Roderick Flannery is a manager at Mediterranean Deli, one of the better known local restaurants on Franklin Street. He’s been with the restaurant for several years and said it was opened by a local couple back in 1992.

“The owner used to work at the Sheraton Hotel, and he and his wife decided they really wanted to start their own gig,” he said.

Flannery said the tradition started with simple Greek dishes, but has grown to include all kinds of Mediterranean food.

“They started off just serving falafel and Greek salad, whereas now we’ve expanded the menu to at least 80 different dishes,” he said.

Even though Med Deli has dishes all the way around the room, Flannery said people still haven’t forgotten the basics.

“Just as far as what people order, definitely falafel is still a standard,” he said. “For the meats, chicken kebab. For our vegetarian stuff we have a salty cauliflower dish that’s really good.”
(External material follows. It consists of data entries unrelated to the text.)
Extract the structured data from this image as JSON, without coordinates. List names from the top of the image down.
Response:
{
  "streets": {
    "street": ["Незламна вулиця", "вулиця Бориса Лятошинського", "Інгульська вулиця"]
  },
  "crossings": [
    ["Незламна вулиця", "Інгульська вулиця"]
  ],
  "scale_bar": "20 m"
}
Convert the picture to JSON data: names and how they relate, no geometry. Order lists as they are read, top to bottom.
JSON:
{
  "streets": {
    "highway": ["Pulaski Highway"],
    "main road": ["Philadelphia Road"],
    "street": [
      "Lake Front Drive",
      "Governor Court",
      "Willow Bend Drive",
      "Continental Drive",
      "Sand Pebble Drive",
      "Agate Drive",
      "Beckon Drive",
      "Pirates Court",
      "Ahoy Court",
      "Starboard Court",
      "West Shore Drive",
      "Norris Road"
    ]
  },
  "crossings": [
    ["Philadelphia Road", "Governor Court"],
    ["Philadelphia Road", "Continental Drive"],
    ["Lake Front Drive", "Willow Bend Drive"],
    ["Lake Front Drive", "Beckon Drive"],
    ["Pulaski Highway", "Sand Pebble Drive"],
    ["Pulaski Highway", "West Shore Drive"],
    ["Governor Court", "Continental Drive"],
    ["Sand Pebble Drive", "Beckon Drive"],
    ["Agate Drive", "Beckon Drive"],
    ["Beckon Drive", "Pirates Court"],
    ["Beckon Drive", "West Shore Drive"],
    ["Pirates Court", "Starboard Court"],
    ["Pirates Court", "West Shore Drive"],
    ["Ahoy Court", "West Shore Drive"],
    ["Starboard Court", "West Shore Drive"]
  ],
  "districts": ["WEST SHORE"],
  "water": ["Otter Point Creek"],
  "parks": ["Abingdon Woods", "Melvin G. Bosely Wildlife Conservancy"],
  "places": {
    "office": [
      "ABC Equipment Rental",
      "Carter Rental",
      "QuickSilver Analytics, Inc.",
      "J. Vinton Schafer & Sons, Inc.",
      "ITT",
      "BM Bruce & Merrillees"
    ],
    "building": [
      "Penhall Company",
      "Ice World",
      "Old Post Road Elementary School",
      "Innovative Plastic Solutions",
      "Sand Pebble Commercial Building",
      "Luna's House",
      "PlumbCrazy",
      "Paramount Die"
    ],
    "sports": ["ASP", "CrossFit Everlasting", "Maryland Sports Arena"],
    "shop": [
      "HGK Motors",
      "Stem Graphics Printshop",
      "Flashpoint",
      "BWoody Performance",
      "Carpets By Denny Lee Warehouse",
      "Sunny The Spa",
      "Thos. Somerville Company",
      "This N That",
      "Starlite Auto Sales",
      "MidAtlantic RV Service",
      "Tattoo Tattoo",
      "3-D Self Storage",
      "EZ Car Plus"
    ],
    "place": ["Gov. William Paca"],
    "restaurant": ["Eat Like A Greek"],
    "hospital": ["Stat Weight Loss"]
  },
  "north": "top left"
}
Flannery said he and his team are aware that most of their business comes from students, and that they are always trying to keep up with the latest on campus.

“We’re really trying to expand our menu with current health trends, so for example we’ve got a lot of new dishes with quinoa,” he said.

Flannery said Med. Deli stands out as one of Chapel Hill’s iconic local restaurants for one reason – it’s really local.

“A lot of our greens are sourced locally,” he said. “Not local in the sense of Carrboro farmers market, but at least regional which is a lot better than most other providers can say. Our humus for example doesn’t keep for more than a day because there are no preservatives in it.”

Med Deli is located on West Franklin Street just past the Mellow Mushroom – and yes, they cater.

“I would just emphasize that when you order something here, you’re really getting like knife and cutting board fresh,” Flannery said.

Italian Pizzeria

Angelo Marrone owns has owned and operated IPIII on Franklin Street for the past seventeen years. Before that, it was run by his parents.

“My family used to like in Brooklyn New York, but we came down South in the 70s to find a new home,” he said.

Marrone has been the owner for almost two decades, but if you walk through his doors odds are you’ll still see him tossing dough behind the counter.

The inside of the pizzeria is covered wall-to-wall in everything UNC, from signed jerseys to pictures of the greats.

“IP3 right I think is one of the most important places in Chapel Hill,” he said. “We’re one of the only locations that’s got the same location, same food and same everything. A lot of people come back here and they see the same restaurant still where it was and they freak out.”

Unlike restaurants like Med Deli which offer students a lot of different food options, Marrone and his staff like to keep it simple.

“Most popular dish is pizza man, come on,” he said. “People like cheese and they like pepperoni.”

For Marrone, what makes his pizza stand out is its authenticity and taste.

“Quality is the first thing,” he said. “Personality is the second. Then it’s food. We’re from Naples, we know how to make pizza.”

While Marrone and his family have been in business on Franklin Street for 35 years, new pizza places have been popping up everywhere. You’ll find pizza places up and down East and West Franklin, and Lotsa stone fired pizza just took over for Jasmine Mediterranean on the corner of the historic intersection.

“We’ve been here for many many years and that’s what makes me proud,” he said. “We do a lot for the community and the community does a lot for us.”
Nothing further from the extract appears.